The premise of AWS Identity & Access Management (IAM) is simple. You have users (person to machine) and roles (machine to machine) that need controlled access to certain services. Using IAM, you assign policies that determine whether each user and role can access certain services or not.
As you probably know full well, IAM becomes complex very quickly as the number of IAM objects in an environment grows.
If you’re not asking yourself questions like:
- Is the policy assigned to a user?
- To a group? Is it an inline policy?
- Who can assume the roles of other users and principals?

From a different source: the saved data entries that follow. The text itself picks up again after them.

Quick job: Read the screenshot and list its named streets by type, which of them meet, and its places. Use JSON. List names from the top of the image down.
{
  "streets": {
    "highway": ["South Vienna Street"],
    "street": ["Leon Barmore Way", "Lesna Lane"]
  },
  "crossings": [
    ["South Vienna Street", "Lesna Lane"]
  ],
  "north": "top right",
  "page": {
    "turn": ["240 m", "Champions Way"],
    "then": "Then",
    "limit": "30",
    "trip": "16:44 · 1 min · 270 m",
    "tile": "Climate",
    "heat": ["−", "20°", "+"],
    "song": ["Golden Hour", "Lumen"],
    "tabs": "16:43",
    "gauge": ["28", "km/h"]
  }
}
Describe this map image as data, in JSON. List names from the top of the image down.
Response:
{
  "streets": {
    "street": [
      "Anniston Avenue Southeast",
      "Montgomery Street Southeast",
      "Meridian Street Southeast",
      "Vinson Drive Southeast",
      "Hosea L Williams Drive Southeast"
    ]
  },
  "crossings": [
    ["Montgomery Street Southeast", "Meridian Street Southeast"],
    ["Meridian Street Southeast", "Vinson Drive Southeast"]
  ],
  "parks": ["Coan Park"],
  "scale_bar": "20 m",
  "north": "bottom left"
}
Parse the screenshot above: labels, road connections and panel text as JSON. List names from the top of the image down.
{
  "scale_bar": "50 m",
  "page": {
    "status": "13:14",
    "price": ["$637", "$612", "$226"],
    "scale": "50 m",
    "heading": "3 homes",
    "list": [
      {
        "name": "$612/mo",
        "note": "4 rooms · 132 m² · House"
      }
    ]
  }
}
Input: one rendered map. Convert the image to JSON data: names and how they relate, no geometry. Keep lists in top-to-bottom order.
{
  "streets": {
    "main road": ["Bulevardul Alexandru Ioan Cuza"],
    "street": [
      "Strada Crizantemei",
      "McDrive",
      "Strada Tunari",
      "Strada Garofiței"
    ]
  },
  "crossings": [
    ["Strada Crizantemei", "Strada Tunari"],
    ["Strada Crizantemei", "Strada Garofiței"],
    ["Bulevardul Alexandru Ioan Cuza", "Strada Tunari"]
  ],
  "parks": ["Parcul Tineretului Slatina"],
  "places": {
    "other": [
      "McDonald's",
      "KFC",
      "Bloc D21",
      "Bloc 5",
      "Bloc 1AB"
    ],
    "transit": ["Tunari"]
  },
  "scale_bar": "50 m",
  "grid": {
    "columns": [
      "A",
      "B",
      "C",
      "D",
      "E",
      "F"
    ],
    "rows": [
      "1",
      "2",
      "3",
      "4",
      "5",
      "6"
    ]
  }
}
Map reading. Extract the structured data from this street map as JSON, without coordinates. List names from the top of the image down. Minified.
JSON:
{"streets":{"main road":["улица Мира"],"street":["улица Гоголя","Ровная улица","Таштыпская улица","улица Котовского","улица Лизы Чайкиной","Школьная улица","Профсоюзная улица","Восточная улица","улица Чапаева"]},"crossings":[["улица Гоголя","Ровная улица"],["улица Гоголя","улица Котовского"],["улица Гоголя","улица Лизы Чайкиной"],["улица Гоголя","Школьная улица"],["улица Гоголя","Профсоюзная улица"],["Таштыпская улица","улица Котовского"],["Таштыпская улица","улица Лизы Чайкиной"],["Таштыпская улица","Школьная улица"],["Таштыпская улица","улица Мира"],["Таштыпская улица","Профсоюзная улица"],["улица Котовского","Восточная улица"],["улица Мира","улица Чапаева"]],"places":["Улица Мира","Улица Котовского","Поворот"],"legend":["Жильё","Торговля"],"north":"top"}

You’ll probably run into gotchas like:
- Implicit denies, where users/groups are neither granted nor denied explicit permissions
- Service control policies that may come from outside the scope of your AWS account
- Resource-based policies and IAM permission boundaries that may constrain a resource that appears to be allowed, and so on
Much like other DevOps challenges, IAM has only increased in complexity as we’ve moved to microservices and now, functions. S3 Buckets and SNS Queues weren’t really necessary when you could throw that data around within your monolith. With fewer components requiring their own security policies, access management wasn’t as much of an issue as it is today.
As a response to this challenge, we released our open source tool, AirIAM.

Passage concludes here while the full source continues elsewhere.